Know the danger signs that mean you should seek urgent medical attention (see Symptoms).
Any child younger than 3 months who has a fever should see a doctor
Caring for babies and children
When a baby or child has influenza, it is important to do the following:
- keep the child at home resting until they are well.
- care for the child in a separate, well-ventilated room away from other people.
- increase the frequency of breastfeeding or the amount of other fluids they drink. If your child will not take fluids or is drowsy, don’t force them. Seek medical advice immediately.
- reduce fever by using a damp cloth on their forehead, washing their arms and body with a cool cloth, bathing them in slightly warm water.
- give paracetamol or ibuprofen if they have pain or discomfort in the dose recommended on the package (unless your doctor says otherwise).
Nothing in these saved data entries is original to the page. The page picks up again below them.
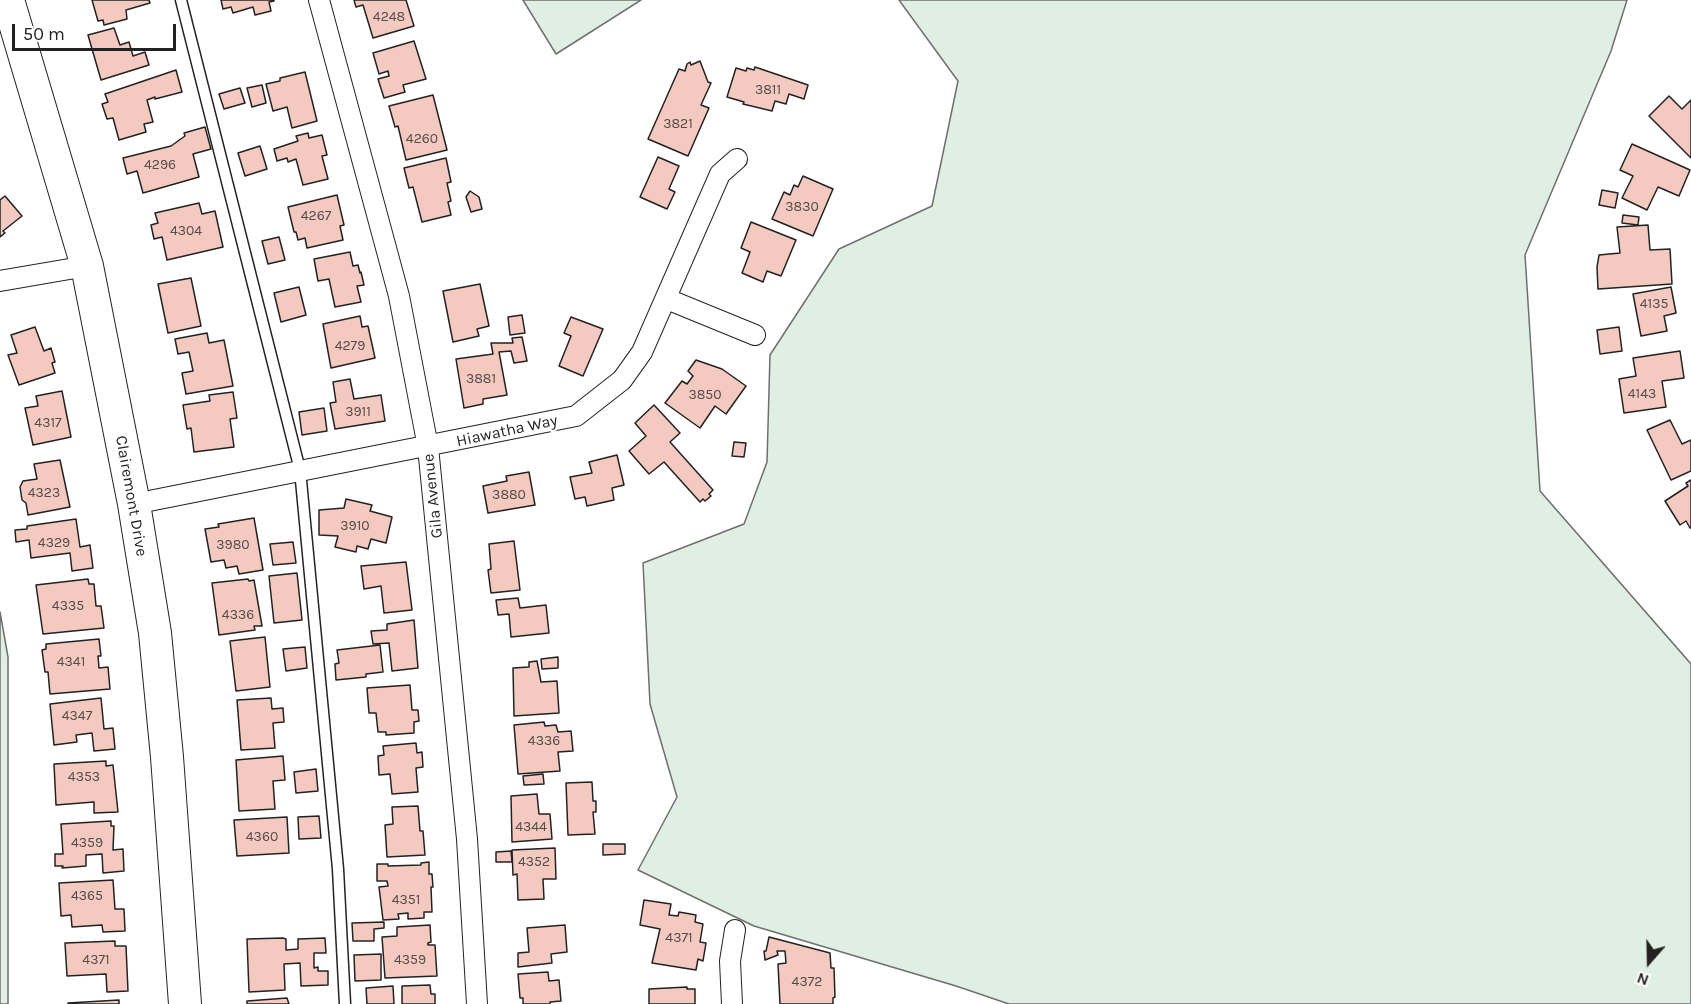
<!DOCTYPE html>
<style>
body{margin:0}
#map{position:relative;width:1691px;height:1004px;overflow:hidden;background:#fff;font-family:Karla,sans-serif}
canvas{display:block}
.north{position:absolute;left:1619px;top:932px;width:60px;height:60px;-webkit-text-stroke:4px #fff;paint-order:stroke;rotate:200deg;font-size:16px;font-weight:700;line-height:24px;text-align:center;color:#222}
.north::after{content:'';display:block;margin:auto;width:21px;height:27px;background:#222;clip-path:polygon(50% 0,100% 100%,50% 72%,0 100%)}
.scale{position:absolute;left:12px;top:24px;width:164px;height:27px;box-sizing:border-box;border:3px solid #222;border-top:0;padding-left:8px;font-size:18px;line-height:21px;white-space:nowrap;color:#222;-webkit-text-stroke:4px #fff;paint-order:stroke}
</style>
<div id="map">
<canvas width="1691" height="1004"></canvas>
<div class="north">N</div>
<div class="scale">50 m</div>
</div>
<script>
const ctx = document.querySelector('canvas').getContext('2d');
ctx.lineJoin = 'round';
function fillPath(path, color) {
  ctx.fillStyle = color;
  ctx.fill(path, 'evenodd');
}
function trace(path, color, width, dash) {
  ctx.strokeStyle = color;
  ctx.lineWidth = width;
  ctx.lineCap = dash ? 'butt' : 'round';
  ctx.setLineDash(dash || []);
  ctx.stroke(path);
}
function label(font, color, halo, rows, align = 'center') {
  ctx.font = font + ' Karla,sans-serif';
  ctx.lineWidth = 4.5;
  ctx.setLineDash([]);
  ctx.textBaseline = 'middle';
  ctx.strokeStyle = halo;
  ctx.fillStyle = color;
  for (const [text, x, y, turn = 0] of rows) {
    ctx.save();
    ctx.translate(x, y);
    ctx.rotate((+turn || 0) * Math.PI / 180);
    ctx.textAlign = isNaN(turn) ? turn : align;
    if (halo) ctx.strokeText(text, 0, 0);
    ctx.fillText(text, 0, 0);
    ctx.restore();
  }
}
const green = new Path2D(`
 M523,0h118l-85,54z
 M899,0h728l-16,51 -86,204 15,236 151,173v340h-682l-53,-18 -202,-60 -116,-56 39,-73 -27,-93 -7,-141 101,-39 23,-62 3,-107 69,-106 93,-43 26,-125z
 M0,612l8,45v347h-8z`);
const building = new Path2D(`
 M92,0h57l1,3 -24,7 1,9 -23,6 -1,-5 -5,1z
 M221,0h53v1l-5,1 2,9 -16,4 -2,-8 -20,6 -2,-6 -8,2z
 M354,0h52l8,26 -41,12 -10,-33 -7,2z
 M114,28l6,17 9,-3 4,14 12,-4 4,13 -48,15 -13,-45z
 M414,41l12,38 -23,6 2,7 -21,6 -6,-19 11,-3 -1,-5 -9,3 -6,-21z
 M700,61l8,21 3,1 -10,22 8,3 -21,48 -40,-17 31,-70 6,2 2,-7 3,-2 1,3z
 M755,67l53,18 -4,14 -15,-5 -3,10 -11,-3 -3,10 -29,-7 1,-2 -17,-5 9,-29 10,3 1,-3 7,2z
 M176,70l6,22 -27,7v-2l-8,3 6,22 -9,2 2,8 -27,8 -6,-22 -6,1 -5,-15 6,-2 -3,-8z
 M305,72l12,49 -25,7 -5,-21 -14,4 -7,-27 14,-3v-3z
 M262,85l4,18 -14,4 -5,-19z
 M240,88l5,15 -21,6 -5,-15z
 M433,95l14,55 -41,10 -8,-34 -3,1 -6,-21z
 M1669,96l13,13 9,-9v58l-42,-42z
 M205,127l6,22 -18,5 6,23 -56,16 -6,-22 -10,3 -4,-16 48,-12 14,-10 -1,-3z
 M308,133l1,5 13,-3 5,20 -5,1 6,23 -25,6 -7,-26 -8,3 -1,-4 -10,3 -3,-12 24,-8 -2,-5z
 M1632,144l58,26 -11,26 -21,-9 -11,23 -25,-12 11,-22 -13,-6z
 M260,146l7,23 -22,7 -7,-23z
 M658,157l21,9 -10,23 6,3 -8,17 -27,-12z
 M446,158l5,24 -4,1 4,18 -3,1 3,13 -29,7 -9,-35 -4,1 -5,-20z
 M803,176l30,13 -20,47 -41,-17 12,-27 6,3 4,-10 4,2z
 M1602,190l16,3 -3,15 -16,-3z
 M470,191l9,6 3,12 -11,3 -5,-15z
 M337,195l7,30 -4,1 3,14 -36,8 -2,-10 -7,2 -2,-8h-2l-6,-25z
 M5,196l17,20 -19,15 2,2 -5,4v-37z
 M199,203l3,11 13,-3 8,36 -56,13 -5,-23 -8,2 -3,-14 7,-2 -3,-10z
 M1623,215l16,2 -1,8 -16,-2z
 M751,222l45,18 -15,36 -14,-5 -4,11 -21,-9 8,-21 -9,-4z
 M1648,225l2,25 20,-1 2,35 -74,5 -1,-22 2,-12 21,-2 -3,-26z
 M279,237l6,23 -17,4 -6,-23z
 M350,252l3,14 5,-1 2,8 1,-1 3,13 -7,1 4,16 -26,5 -6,-28 -11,2 -4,-22z
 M191,278l10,48 -33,7 -10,-49z
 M480,284l9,42 -12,3 2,7 -26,6 -10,-51z
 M299,287l7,28 -25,7 -7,-29z
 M1671,287l5,26 -12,3 3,15 -26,5 -8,-42z
 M522,315l3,18 -15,2 -2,-18z
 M360,316l2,11 6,-1 7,32 -44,10 -8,-44z
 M571,317l32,12 -20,47 -24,-10 12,-30 -7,-3z
 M35,327l9,24 7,-3 4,14 -3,1 3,10 -36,12 -11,-30 9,-2 -6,-18z
 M1619,327l3,24 -22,3 -3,-24z
 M207,333l2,10 15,-3 9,46 -47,8 -4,-21 11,-2 -4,-19 -11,2 -3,-15z
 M522,337l5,24 -13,2 -3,-12 -12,1 8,43 -24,4v5l-19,4 -8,-49 37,-5 -2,-11h22l-1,-5z
 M1680,351l4,27 -22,3 4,26 -42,6 -5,-34 17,-3 -3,-18z
 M696,360l26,9 24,17 -20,28 -11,-8 -15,22 -35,-25 17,-22 5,3 6,-8 -5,-5z
 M350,379l4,20 27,-4 4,26 -50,8 -5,-26 6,-1 -3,-20z
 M62,391l9,46 -38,8 -8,-37 13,-2 -2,-10z
 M233,392l4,26 -7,1 4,28 -40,5 -3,-24 -4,1 -4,-24 27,-4 -1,-6z
 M654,405l26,28 -10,9 43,48 -4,4 2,2 -6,5 -2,-2 -3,3 -36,-40 -15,12 -20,-23 17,-15 -11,-13z
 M324,408l3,23 -25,4 -3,-23z
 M1670,420l12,24 9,-4v31l-20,9 -24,-50z
 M734,442l12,1 -2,14 -12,-1z
 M617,455l7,30 -12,3 2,12 -27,6 -2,-9 -10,2 -5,-22 22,-4 -3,-11z
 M60,460l10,47 -42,8 -2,-12 -4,-3 -2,-13 3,-6 14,-2 -3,-15z
 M529,472l6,33 -47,8 -5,-27 24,-5 -1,-5z
 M1691,480v48h-1l-4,-7 -6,4 -15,-24 23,-15 -2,-3z
 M346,499l26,6 -2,6 22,6 -6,26 -15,-4 -3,10 -11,-3 -1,6 -21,-5 3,-11 -19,-1v-25l25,-2z
 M254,518l9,52 -24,4 -2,-8 -11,2 -2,-8 -13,2 -6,-33 14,-2 -1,-3z
 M76,519l4,28 10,-2 3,23 -21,3 -2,-18 -39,5 -2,-18 -13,2 -1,-12 12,-1v-3z
 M514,541l6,49 -29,3 -3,-23 3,-1 -2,-25z
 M293,542l3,21 -23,2 -3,-21z
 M406,562l6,48 -28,3 -3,-27 -17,3 -3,-23z
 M297,573l5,47 -28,3 -5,-47z
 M88,579l1,5h5l2,22h5l3,22 -61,6 -7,-49z
 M248,579l1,2 5,-1 8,46h-8l1,4 -36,5 -7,-52z
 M518,598l2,10 26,-3 3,28 -38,4 -2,-23 -11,1 -2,-15z
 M414,620l4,48 -26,3 -3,-28 -16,1 -2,-13 16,-1v-6z
 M265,637l5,50 -34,4 -6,-50z
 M99,639l2,17h-3l1,12 9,-1 2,22 -60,5 -2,-22h-3l-3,-22 4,-1v-5z
 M380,645l3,27 -17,2v3l-30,3 -1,-16 4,-1 -2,-13z
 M305,647l2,21 -21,3 -3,-22z
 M558,657v11l-16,1 -1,-10z
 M537,661l4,21 16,-1 2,32 -45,3 -1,-48 16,-1v-5z
 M410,685l2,25h6l1,11 -5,1v11l-28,2v-3h-8l-2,-19h-7l-2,-25z
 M101,698l3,31 9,-1 2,21 -21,2 -2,-18 -16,2 1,7 -23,3 -4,-41z
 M271,698l1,11 11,-1 1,14 -11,1 2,25 -34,2 -4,-50z
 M544,722l1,4 11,-1 2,7 13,-1 2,20 -15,1 2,19 -42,3 -4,-49z
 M416,743l1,10 5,-1 1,15 -7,1 2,24 -26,2 -2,-20 -11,1 -1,-19 6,-1 -1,-9z
 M283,756l2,24 -12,1 2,28 -36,2 -3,-51z
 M106,761v5l7,-1 5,47 -24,1v-11l-38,3 -2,-41z
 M316,769l2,22 -22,2 -2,-21z
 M543,774l1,10 -20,1 -1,-9z
 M592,782l1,19h3v11h-3l2,22 -27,1 -2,-52z
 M537,794l2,20h11l2,25 -40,3 -1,-46z
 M418,806l2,25h3l2,24 -38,2 -2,-32 8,-1 -1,-17z
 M319,816l2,22 -22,1 -1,-22z
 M287,817l2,36 -52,3 -3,-36z
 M111,821v5h3l-1,24 10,-1 1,22 -21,2 -1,-19 -16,1v11l-24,2 1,-2h-8v-12h8l-2,-30z
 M603,844h22v10l-22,1z
 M555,848l1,31h-13l1,20 -26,1 -1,-26 -4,1 -1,-25z
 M511,851l1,11h-16v-10z
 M429,862v12h3l1,13h-2l1,25h-8v6l-16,1v-6l-10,1 1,5 -16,1 -4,-33 9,-1 -1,-5h-10v-17h11v2l33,-1v-2z
 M113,880l2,29h9l1,22 -22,1 -1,-7 -30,2 -1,-12 -10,1 -2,-33z
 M644,900l27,4 -2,11 9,1 1,-4 17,3 -1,7 8,2 -3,18 6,1 -3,18 -5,-2 -2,11 -44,-7 8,-34 -20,-4z
 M384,922v6l-10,1v12h-21l-1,-18z
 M430,925l1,17 -3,1v2h7l2,31 -52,2 -3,-41 15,-1v-9z
 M565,925l2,27 -16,2 1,9 -34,4v-14l11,-1 -2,-24z
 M769,937l61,16 1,15h3l1,29 -2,1v6h-53l-2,-40 8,-1 -1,-12h-8l1,4 -13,5 -1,-9h2z
 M283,938l3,1v11l12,-1v-10l27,-1 1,15h-12v15l4,-1v4h10v14l-27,1 -1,-23 -16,1 1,26 -36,2 -2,-53z
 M115,941v5h11l2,45 -21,1 -1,-18 -39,2 -2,-33z
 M381,954v26l-26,1 -1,-26z
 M548,972l1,9 10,-1 2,21 -11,1v2h-27v-6h-3l-2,-24z
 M430,985l1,9h4v10h-33v-18z
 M393,986l1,18h-27l-1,-16z
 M687,987v2h8v15h-46v-15z
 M287,998l2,6h-42v-3z
 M119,1000v4h-51v-1z`);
const service = new Path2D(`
 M181,0l119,470 38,399 7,135`);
const minor = new Path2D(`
 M319,0l80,296 29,151 39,392 10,165
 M0,281l87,-15
 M667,299l88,36
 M134,504l442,-88 46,-36 20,-28 78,-178 17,-15
 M732,1004l-2,-43 5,-31`);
const primary = new Path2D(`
 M8,0l79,266 47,238 21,129 12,124 18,247`);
const numberNames = [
 ["4248",389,17],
 ["3811",768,90],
 ["3821",678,124],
 ["4260",422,139],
 ["4296",160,165],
 ["3830",802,207],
 ["4267",316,216],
 ["4304",186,231],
 ["4135",1654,304],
 ["4279",350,346],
 ["3881",481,379],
 ["4143",1642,394],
 ["3850",705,395],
 ["3911",358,412],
 ["4317",48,423],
 ["4323",44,493],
 ["3880",509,495],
 ["3910",355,526],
 ["4329",54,543],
 ["3980",233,545],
 ["4335",68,606],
 ["4336",238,615],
 ["4341",71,662],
 ["4347",77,716],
 ["4336",544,741],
 ["4353",84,777],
 ["4344",531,827],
 ["4360",262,837],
 ["4359",87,843],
 ["4352",534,862],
 ["4365",87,896],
 ["4351",406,900],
 ["4371",679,938],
 ["4371",96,960],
 ["4359",410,960],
 ["4372",807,982]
];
const streetNames = [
 ["Hiawatha Way",507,431,-12],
 ["Clairemont Drive",131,496,80],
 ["Gila Avenue",433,496,-96]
];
fillPath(green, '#e0efe3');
trace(green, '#6f6f6f', 1.5);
fillPath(building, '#f3c9c0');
trace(building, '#222', 1.5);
trace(service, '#222', 13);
trace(minor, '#222', 22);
trace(primary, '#222', 34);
trace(service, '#fff', 10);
trace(minor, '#fff', 20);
trace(primary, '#fff', 32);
label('14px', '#564c4a', null, numberNames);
label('16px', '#222', '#fff', streetNames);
</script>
Aspirin should not be given to children under 14 years of age.
Saltwater drops (saline) can be used to treat a stuffy nose.
The influenza virus spreads very quickly from person to person through touch as well as through the air.
Immunisation is your best defence against influenza.
You can get the vaccine or ‘flu jab’ at your general practice or some pharmacies free you are over 65 or pregnant. For others with medical conditions that put them at greater risk of influenza, such as diabetes or heart disease, the vaccine is free from general practices only. These medical conditions are listed at the Fight Flu website.
For everyone else, influenza vaccination costs between $25 and $45 depending on the vaccine and provider. Some workplaces also offer a free immunisation programme for staff.
The vaccine is usually available from mid to late March until the end of December, but is recommended before winter. In 2018 the vaccine will be available from early April.
The quadrivalent vaccines available in New Zealand during 2018 provide protection against:
- A/Michigan/45/2015 (H1N1) - like virus
- A/Singapore/INFIMH/16-0019/2016 (H3N2) - like virus (new strain)
- B/Phuket/3073/2013 - like virus (new strain)
- B/Brisbane/60/2008 - like virus
Immunisation if you’re pregnant
Pregnant women are strongly advised to be immunised as pregnancy places a woman at greater risk of complications from influenza. Influenza immunisation is free for pregnant women between March and the end of December, but is recommended before winter if possible.
Mothers who receive the influenza vaccine while pregnant can pass protection on to their baby. The vaccine offers protection to infants who would normally be too young (under 6 months) to receive immunisation individually.
Stop the spread of the flu
If you are unwell, stay at home until you are better.
Follow basic hygiene practices:
- Wash your hands regularly for at least 20 seconds and dry them for 20 seconds – or use an alcohol-based hand rub.
- Avoid touching your eyes, nose and mouth.
- Don’t share drinks.
- Avoid crowded places.
- Cover your mouth and nose with a tissue when you cough or sneeze – then put the tissue in a lined bin.
Being prepared for a pandemic
Have a plan and be prepared in case you need to stay at home during a pandemic.
Keep at least a week’s supply of food, tissues, and your usual medicines so you don’t need to make trips out in public.
Make sure you have contact details for friends/family/neighbours so you can call them if you need help.
- working from home
- who could look after your extended family if they don’t live nearby (eg, who could deliver groceries or meals to sick family members)
- organising child care if your children need to stay home and you must go to work.
If you have an existing medical condition:
- make sure you don’t run out of regular medications
- make sure you take medications for any condition to keep them under good control.